Hippocampal neurodegeneration and rhythms mirror each other during acute spinal cord injury in male rats

[Display omitted] •Spinal cord injury (SCI) leads to the decrease of DCX expression in the hippocampus.•SCI leads to the decrease of hippocampal rhythms (Delta, Theta, Beta, Gamma) power.•Decreased hippocampal neurogenesis is correlated with rhythms power after the SCI.•NMDA, M1, and GABA A receptors expression decrease in the hippocampus after the SCI.•SCI increases the apoptotic cells of hippocampus in the CA1, CA3 and DG areas. Spinal Cord Injury (SCI), triggers neurodegenerative changes in the spinal cord, and simultaneously alters oscillatory manifestations of motor cortex. However, these disturbances may not be limited to motor areas and other parts such as hippocampus, which is vital in the neurogenesis and cognitive function, may be affected in the neurogenic and oscillatory manners.

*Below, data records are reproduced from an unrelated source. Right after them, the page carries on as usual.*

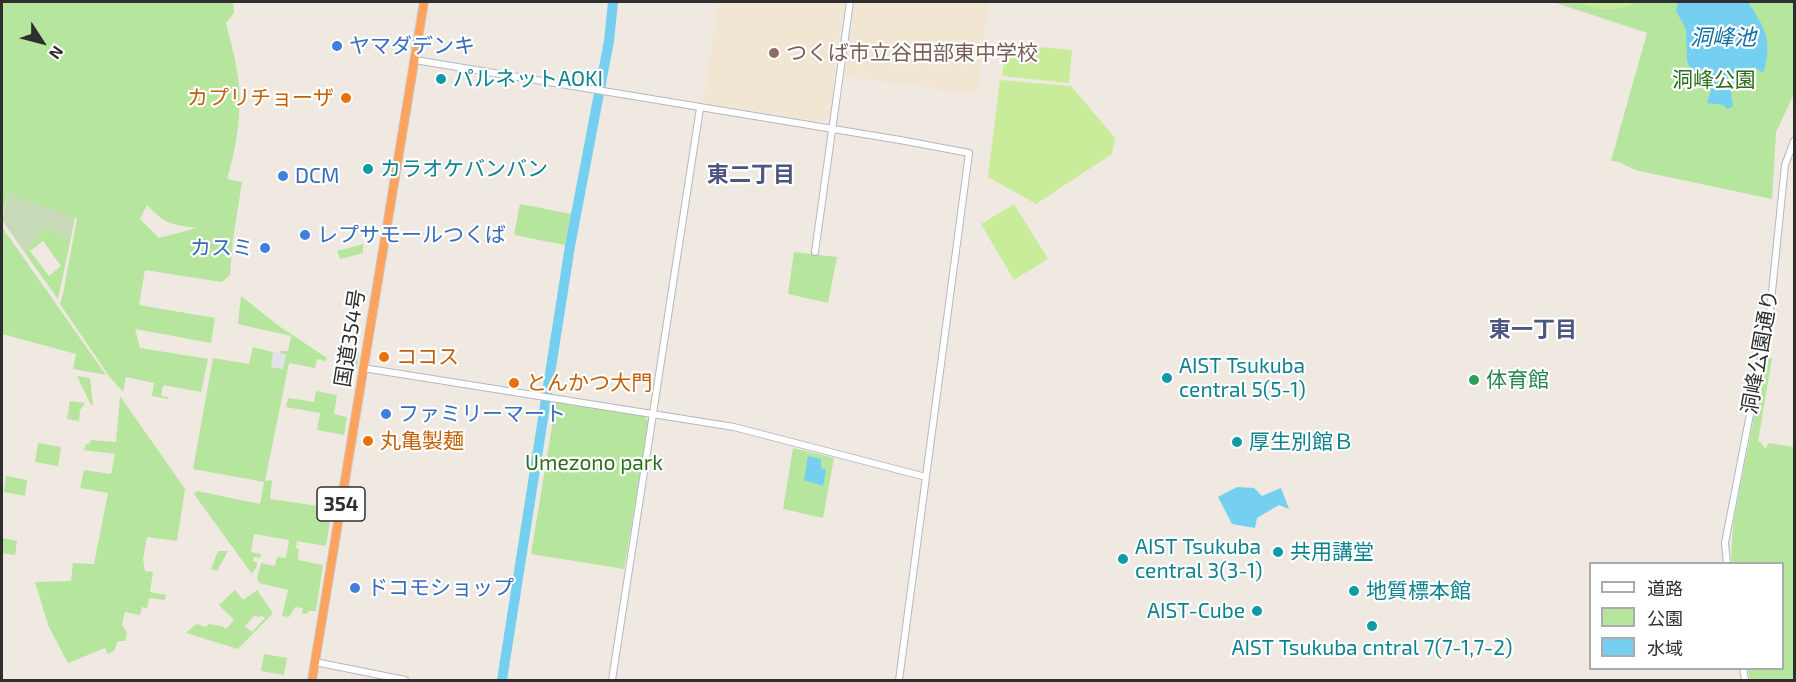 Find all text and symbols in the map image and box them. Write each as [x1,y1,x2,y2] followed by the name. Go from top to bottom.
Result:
[12,12,72,72] north arrow
[1690,25,1756,51] water label: 洞峰池
[349,33,475,59] place label: ヤマダデンキ
[330,39,344,53] marker: ヤマダデンキ
[786,40,1038,66] place label: つくば市立谷田部東中学校
[46,43,68,63] text: N
[767,46,781,60] marker: つくば市立谷田部東中学校
[453,66,603,92] place label: パルネットAOKI
[1672,67,1756,93] park label: 洞峰公園
[434,72,448,86] marker: パルネットAOKI
[187,85,334,111] place label: カプリチョーザ
[339,91,353,105] marker: カプリチョーザ
[380,156,548,182] place label: カラオケバンバン
[361,162,375,176] marker: カラオケバンバン
[707,162,795,188] district label: 東二丁目
[295,163,339,189] place label: DCM
[276,169,290,183] marker: DCM
[317,222,506,248] place label: レプサモールつくば
[298,228,312,242] marker: レプサモールつくば
[190,235,253,261] place label: カスミ
[258,241,272,255] marker: カスミ
[330,287,370,389] street label: 国道354号
[1737,288,1783,416] street label: 洞峰公園通り
[1489,317,1577,343] district label: 東一丁目
[396,344,459,370] place label: ココス
[377,350,391,364] marker: ココス
[1179,353,1306,403] place label: AIST Tsukuba central 5(5-1)
[1486,367,1549,393] place label: 体育館
[526,370,652,396] place label: とんかつ大門
[1160,371,1174,385] marker: AIST Tsukuba central 5(5-1)
[1467,373,1481,387] marker: 体育館
[507,376,521,390] marker: とんかつ大門
[398,401,566,427] place label: ファミリーマート
[379,407,393,421] marker: ファミリーマート
[380,428,464,454] place label: 丸亀製麺
[1249,429,1354,455] place label: 厚生別館Ｂ
[361,434,375,448] marker: 丸亀製麺
[1230,435,1244,449] marker: 厚生別館Ｂ
[525,450,663,476] park label: Umezono park
[317,487,365,521] road number: 354
[1135,534,1263,584] place label: AIST Tsukuba central 3(3-1)
[1290,539,1374,565] place label: 共用講堂
[1271,545,1285,559] marker: 共用講堂
[1116,552,1130,566] marker: AIST Tsukuba central 3(3-1)
[1589,562,1784,670] legend
[367,575,514,601] place label: ドコモショップ
[1647,577,1683,599] text: 道路
[1366,578,1471,604] place label: 地質標本館
[348,581,362,595] marker: ドコモショップ
[1347,584,1361,598] marker: 地質標本館
[1147,598,1245,624] place label: AIST-Cube
[1250,604,1264,618] marker: AIST-Cube
[1647,607,1683,629] text: 公園
[1365,619,1379,633] marker: AIST Tsukuba cntral 7(7-1,7-2)
[1232,635,1512,661] place label: AIST Tsukuba cntral 7(7-1,7-2)
[1647,637,1683,659] text: 水域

Addressing this remarkable complication of SCI, we evaluated the hippocampal neurogenesis and rhythms through acute phase of SCI. In the present study, we used 40 male rats (Sham.W1 = 10, SCI.W1 = 10, Sham.W2 = 10, SCI.W2 = 10), and findings revealed that contusive SCI declines hippocampal rhythms (Delta, Theta, Beta, Gamma) power and max-frequency. Also, there was a significant decrease in the DCX + and BrdU + cells of the dentate gyrus; correlated significantly with rhythms power decline. Considering the TUNEL assay analysis, there were significantly greater apoptotic cells, in the CA1, CA3, and DG regions of injured animals. Furthermore, according to the western blotting analysis, the expression of receptors (NMDA, GABAA, Muscarinic1), which are essential in the neurogenesis and generation of rhythms significantly attenuated following SCI. Our study demonstrated that acute SCI, alters the power and max-frequency of hippocampal rhythms parallel with changes in the hippocampal neurogenesis, apoptosis, and receptors expression.